Input material ->
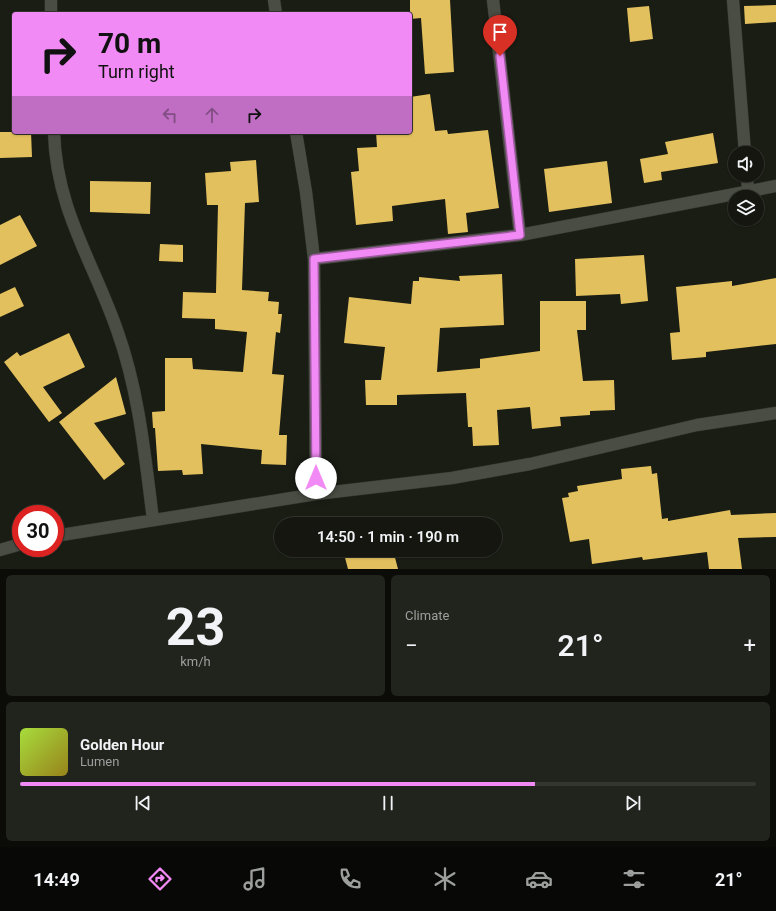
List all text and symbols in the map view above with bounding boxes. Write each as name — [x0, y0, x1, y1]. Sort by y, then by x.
pin — [483, 15, 517, 56]
icon: arrive — [489, 21, 511, 43]
text: 70 m — [98, 27, 161, 60]
icon: right — [32, 28, 84, 80]
text: Turn right — [98, 61, 175, 82]
icon: left — [159, 104, 181, 126]
icon: ahead — [201, 104, 223, 126]
icon: right — [243, 104, 265, 126]
map controls — [728, 146, 764, 226]
button: sound — [728, 146, 764, 182]
button: layers — [728, 190, 764, 226]
position arrow — [295, 457, 337, 499]
speed limit sign: 30 — [12, 505, 64, 557]
text: 14:50 · 1 min · 190 m — [317, 528, 459, 546]
text: 23 — [166, 597, 225, 658]
text: Climate — [405, 608, 449, 623]
text: 21° — [558, 628, 603, 663]
text: − — [405, 633, 418, 658]
text: + — [744, 633, 756, 658]
text: km/h — [180, 654, 211, 669]
text: Golden Hour — [80, 736, 164, 754]
text: Lumen — [80, 754, 119, 769]
icon: previous — [132, 792, 154, 814]
icon: pause — [377, 792, 399, 814]
icon: next — [622, 792, 644, 814]
icon: directions — [146, 865, 174, 893]
icon: music — [241, 865, 269, 893]
icon: phone — [336, 865, 364, 893]
icon: climate — [431, 865, 459, 893]
icon: car — [525, 865, 553, 893]
icon: filters — [620, 865, 648, 893]
text: 14:49 — [33, 869, 80, 890]
text: 21° — [715, 869, 743, 890]

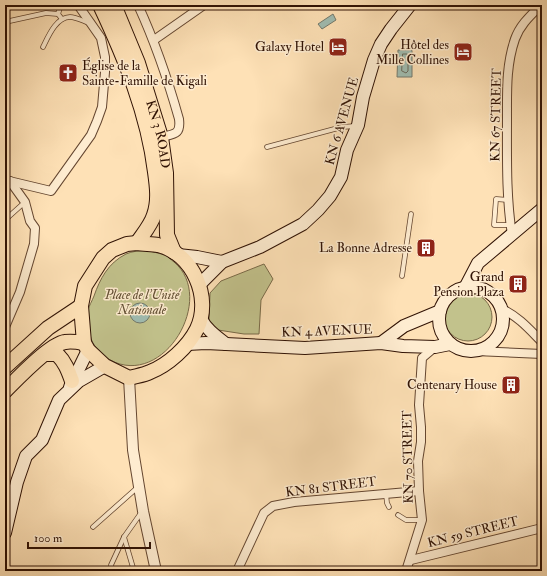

Task description -> Look for the word "right" in the data, then return every line that contains it.

Exercise result ->
icon: right — [32, 28, 84, 80]
text: Turn right — [98, 61, 175, 82]
icon: right — [243, 104, 265, 126]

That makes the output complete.